In short there was nothing in that bunch of papers that could have challenged Siddharth’s imagination and creativity. Perhaps the only thing that he would have enjoyed doing was preparing the cover of his book review.
What is wrong with our teachers and our schools? Why can’t we leave textbooks and courses aside for a month and a half in the year and let our kids THINK? Is it so hard to ask them to chuck their books and prepare a 5-6 page project on something that they have interest in? (Siddharth has an active liking for cars. In a brief span of twenty minutes he had given me all the gyaan about the new models hitting the Indian market). Why can’t we allow our children to be creative for once and escape the drudgery of ‘Answer the following in your own words’? I am not proposing that every kid has a fountain of creativity bubbling inside him but then is it so hard to assume that when faced with acting around a topical interest not just kids but even elder men find hidden reserves of imagination and creativity?

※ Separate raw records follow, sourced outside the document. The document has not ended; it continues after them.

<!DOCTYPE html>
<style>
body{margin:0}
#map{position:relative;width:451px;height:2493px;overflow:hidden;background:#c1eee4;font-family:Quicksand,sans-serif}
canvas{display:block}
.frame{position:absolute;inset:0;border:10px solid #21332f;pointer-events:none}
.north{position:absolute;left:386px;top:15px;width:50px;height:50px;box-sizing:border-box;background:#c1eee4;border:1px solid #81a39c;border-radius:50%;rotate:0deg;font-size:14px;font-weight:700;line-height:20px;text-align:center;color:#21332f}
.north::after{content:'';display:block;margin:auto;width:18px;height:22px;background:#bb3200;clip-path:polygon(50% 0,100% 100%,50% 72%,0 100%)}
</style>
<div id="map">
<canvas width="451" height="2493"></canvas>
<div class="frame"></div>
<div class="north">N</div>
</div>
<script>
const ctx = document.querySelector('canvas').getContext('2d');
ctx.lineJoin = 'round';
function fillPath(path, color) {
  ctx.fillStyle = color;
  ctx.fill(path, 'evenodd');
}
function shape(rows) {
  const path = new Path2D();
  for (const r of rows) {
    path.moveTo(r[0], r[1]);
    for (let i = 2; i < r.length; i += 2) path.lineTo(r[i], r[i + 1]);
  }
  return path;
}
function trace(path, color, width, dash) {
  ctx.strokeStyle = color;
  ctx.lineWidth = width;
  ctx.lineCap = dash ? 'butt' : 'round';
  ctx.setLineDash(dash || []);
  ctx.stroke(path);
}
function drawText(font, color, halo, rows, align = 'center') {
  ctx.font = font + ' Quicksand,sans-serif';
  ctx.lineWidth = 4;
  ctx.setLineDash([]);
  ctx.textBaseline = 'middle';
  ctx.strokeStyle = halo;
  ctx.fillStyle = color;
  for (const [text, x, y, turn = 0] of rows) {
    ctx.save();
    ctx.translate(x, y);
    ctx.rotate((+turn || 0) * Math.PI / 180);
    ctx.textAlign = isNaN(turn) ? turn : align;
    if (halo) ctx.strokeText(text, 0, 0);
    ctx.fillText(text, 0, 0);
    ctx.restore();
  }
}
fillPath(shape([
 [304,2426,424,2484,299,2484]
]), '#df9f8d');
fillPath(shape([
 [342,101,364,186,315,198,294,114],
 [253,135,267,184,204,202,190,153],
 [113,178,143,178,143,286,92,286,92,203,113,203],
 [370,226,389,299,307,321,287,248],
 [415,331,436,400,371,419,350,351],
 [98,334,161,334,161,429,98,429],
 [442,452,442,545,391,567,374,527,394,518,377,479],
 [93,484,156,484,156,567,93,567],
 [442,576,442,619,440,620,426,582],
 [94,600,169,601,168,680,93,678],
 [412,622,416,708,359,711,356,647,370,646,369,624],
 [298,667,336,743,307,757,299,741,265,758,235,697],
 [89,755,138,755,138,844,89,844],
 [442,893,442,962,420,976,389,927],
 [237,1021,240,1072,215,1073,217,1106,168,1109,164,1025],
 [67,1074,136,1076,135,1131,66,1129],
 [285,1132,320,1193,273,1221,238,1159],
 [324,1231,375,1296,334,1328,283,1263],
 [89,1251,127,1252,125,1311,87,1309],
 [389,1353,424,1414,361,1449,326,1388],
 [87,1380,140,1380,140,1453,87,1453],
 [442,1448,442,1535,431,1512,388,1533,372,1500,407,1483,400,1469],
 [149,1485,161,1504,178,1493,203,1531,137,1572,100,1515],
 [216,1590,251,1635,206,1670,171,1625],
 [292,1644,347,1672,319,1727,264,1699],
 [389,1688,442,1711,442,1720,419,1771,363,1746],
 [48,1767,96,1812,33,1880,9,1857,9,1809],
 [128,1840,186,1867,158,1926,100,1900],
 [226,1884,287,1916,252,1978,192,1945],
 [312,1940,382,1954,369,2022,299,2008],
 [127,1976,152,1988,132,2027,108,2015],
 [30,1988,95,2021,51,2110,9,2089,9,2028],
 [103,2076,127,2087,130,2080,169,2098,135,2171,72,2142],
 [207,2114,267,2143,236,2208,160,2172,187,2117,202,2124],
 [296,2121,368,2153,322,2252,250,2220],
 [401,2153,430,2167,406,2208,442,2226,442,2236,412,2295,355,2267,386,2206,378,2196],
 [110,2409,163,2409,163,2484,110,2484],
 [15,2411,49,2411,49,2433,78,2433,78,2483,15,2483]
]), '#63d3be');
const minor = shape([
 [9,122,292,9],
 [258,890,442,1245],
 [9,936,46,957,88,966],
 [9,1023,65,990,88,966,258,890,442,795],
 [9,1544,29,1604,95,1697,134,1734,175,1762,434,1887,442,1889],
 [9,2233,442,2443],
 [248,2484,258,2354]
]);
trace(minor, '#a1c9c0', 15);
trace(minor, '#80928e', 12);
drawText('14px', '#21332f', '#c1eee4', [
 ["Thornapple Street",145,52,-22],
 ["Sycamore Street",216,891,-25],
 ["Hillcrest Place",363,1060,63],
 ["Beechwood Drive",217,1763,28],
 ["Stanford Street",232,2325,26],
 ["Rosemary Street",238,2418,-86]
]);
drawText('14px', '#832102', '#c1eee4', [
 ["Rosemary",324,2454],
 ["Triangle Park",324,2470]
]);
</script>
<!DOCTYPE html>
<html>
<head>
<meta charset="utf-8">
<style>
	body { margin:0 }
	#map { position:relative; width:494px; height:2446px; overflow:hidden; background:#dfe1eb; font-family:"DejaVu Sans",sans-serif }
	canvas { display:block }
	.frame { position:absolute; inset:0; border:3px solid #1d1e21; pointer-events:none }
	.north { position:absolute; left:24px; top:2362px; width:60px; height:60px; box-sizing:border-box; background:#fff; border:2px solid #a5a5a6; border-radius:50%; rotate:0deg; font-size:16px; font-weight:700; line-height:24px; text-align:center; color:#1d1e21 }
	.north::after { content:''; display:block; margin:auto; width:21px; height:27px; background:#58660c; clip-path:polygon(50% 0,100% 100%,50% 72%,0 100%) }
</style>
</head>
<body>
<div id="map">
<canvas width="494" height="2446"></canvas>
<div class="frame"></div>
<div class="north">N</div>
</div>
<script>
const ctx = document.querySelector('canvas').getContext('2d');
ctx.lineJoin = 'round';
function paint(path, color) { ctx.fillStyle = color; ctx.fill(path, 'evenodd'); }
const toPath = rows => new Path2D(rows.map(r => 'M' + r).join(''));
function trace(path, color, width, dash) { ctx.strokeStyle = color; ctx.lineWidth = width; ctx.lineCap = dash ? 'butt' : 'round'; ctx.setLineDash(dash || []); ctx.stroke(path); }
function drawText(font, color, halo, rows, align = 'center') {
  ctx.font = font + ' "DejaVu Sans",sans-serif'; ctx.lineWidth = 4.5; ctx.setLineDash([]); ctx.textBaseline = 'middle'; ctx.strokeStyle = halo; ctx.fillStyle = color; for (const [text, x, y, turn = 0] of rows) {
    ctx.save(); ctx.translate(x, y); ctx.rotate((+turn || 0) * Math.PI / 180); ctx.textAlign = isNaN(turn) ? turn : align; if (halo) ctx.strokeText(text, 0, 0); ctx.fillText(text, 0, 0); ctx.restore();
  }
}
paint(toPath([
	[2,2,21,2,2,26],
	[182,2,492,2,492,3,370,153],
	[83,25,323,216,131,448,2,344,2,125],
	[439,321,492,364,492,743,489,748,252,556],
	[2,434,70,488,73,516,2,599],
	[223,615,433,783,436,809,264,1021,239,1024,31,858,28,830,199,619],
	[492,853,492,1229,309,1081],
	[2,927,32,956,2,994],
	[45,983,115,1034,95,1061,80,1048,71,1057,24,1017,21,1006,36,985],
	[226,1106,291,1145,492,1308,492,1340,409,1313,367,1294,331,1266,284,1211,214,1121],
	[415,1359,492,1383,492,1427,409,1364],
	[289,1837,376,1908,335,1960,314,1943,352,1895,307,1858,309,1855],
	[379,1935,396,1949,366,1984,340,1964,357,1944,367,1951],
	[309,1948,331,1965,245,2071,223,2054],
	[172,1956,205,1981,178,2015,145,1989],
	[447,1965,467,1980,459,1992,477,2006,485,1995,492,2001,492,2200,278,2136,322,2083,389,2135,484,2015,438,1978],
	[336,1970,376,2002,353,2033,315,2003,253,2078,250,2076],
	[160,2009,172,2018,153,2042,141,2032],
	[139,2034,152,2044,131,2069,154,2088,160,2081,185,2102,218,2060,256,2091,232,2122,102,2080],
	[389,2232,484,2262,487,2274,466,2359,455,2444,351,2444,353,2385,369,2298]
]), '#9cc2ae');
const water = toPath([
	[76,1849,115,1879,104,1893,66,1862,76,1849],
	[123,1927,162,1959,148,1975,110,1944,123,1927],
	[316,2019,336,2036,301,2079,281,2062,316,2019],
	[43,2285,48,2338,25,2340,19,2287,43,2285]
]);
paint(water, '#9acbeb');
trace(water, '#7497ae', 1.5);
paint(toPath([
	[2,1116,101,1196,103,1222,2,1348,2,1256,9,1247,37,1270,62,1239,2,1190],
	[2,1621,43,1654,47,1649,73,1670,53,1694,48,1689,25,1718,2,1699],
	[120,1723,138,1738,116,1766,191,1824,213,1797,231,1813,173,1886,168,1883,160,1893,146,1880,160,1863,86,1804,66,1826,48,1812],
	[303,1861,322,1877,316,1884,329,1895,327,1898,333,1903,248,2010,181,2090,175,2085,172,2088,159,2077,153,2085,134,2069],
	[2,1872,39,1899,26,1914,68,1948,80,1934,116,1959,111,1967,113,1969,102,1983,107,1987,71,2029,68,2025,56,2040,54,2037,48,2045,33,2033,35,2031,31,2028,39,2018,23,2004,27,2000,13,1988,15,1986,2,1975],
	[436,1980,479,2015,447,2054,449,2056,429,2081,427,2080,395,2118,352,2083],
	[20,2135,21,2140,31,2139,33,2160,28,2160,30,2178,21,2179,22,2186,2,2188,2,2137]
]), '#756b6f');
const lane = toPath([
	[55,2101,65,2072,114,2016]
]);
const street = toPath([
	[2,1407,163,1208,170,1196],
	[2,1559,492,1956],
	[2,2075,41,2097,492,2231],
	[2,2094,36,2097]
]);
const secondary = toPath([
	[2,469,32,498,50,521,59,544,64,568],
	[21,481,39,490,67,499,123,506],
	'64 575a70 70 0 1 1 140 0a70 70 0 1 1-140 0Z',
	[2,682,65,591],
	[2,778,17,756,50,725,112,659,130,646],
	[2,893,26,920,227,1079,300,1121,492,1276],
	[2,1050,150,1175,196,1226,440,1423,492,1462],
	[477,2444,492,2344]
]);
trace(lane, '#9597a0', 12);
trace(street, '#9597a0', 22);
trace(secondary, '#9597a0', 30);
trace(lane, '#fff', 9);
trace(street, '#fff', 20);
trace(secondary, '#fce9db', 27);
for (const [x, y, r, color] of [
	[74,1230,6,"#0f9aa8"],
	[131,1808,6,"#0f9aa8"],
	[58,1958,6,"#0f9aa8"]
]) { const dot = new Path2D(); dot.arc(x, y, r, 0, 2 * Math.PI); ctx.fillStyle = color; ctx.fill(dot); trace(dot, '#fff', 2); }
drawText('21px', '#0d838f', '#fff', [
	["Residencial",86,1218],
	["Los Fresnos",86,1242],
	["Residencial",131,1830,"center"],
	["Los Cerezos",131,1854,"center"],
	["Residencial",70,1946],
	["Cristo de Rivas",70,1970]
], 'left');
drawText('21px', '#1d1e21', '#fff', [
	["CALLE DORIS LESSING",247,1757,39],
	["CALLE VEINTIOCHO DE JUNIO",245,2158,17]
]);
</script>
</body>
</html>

And is it so difficult for schools to see that a diversified range of interests in their students will automatically lead to an enhancement of knowledge sharing between the kids themselves? Why are we allowing the unimaginative to recklessly suppress the imagination of our kids?
But of course these are vain questions; because from what I saw with Siddharth I was certain of one fact. Dinosaurs can reappear on our planet but to expect changes in the manner in which we teach our kids is asking for a little too much. On this teacher’s day, sample this thought.